# SD 3 videos



## Nick Phoenix (Jul 22, 2013)

SD3 videos online now.

http://www.soundsonline.com/SD3


----------



## Dan Mott (Jul 22, 2013)

Legend!

Downloading now


----------



## JeffP06 (Jul 23, 2013)

Hello

Congratulations !

Is there a possibility to upgrade from StormDrum (1) ?


----------



## Krayh (Jul 23, 2013)

Play Engine? No Thanks, I'll pass...


----------



## JeffP06 (Jul 23, 2013)

Krayh @ Tue Jul 23 said:


> Play Engine? No Thanks, I'll pass...



Don't wanna give Play 4 a chance ?


----------



## Krayh (Jul 23, 2013)

Hell No! With all the problems in the past, and the outrageous customer support... No thank you...


----------



## R.Cato (Jul 23, 2013)

Krayh @ Tue Jul 23 said:


> Hell No! With all the problems in the past, and the outrageous customer support... No thank you...


*
In the past.*

I am in no way a big Play fanboy, but it works without any problems on my system.
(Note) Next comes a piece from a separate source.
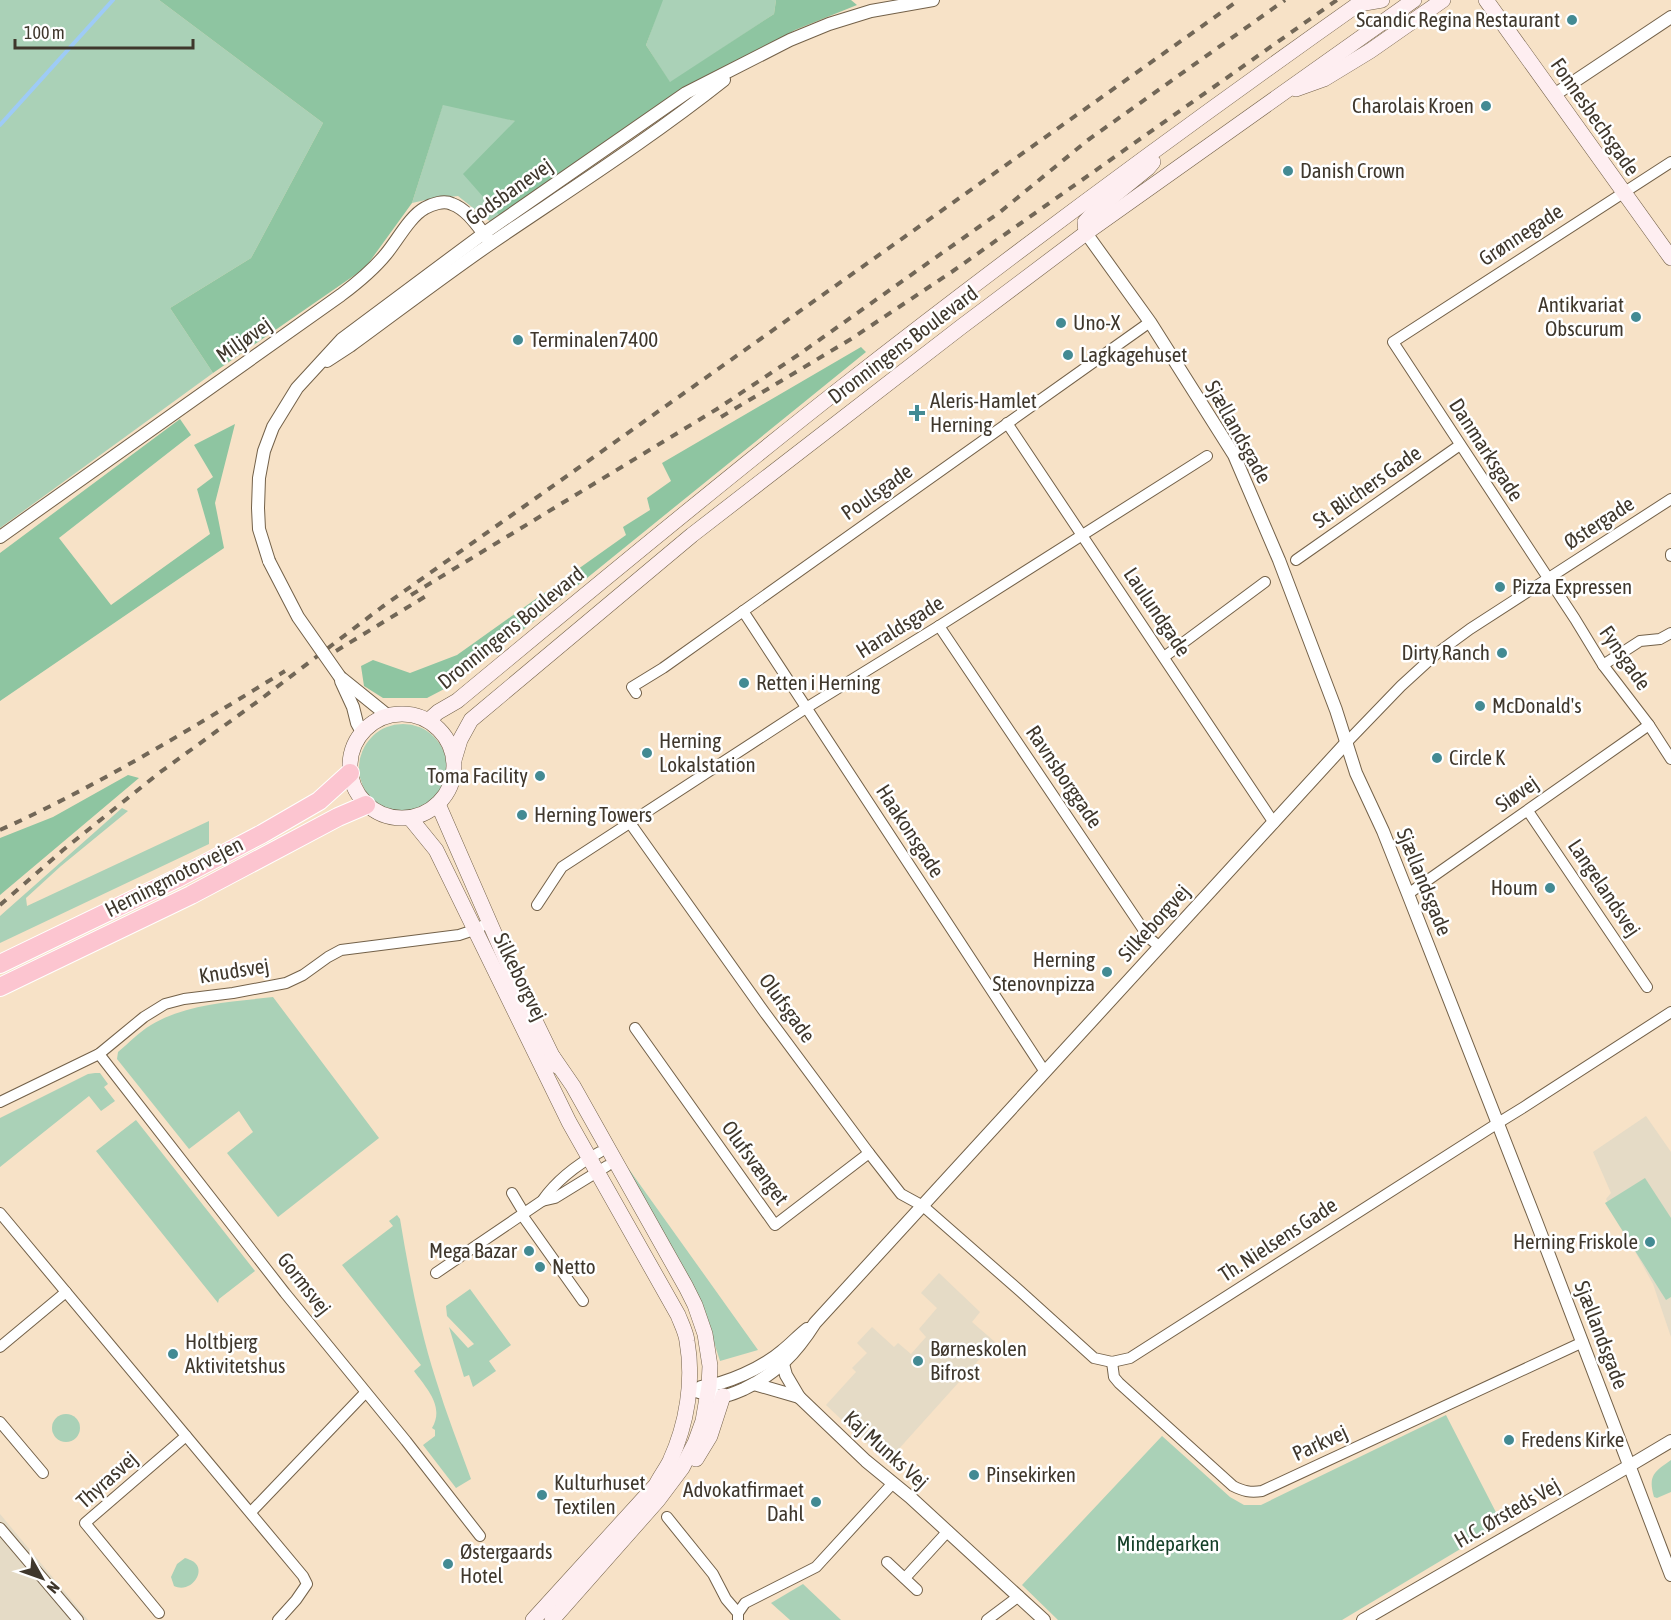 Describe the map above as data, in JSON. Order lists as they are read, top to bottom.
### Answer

There's just one little bug, which unloads every patch when opening a saved project file.....they said it is fixed now. If it is I am willing to buy EW products again, if not I simply can't.
Jay always does what he can if you write him a mail, that's not a bad customer support after all.


----------



## Krayh (Jul 23, 2013)

Then you were lucky, dont forget there where a lot of people with problems, and instead of fixing problems, they rather deleted posts on the official forums. I call that bad customer support!


----------



## Jem7 (Jul 23, 2013)

Are you gonna post that videos to Youtube Nick? I'd like to stream that kind of videos rather than download it.


----------



## R.Cato (Jul 23, 2013)

Jem7 @ Tue Jul 23 said:


> Are you gonna post that videos to Youtube Nick? I'd like to stream that kind of videos rather than download it.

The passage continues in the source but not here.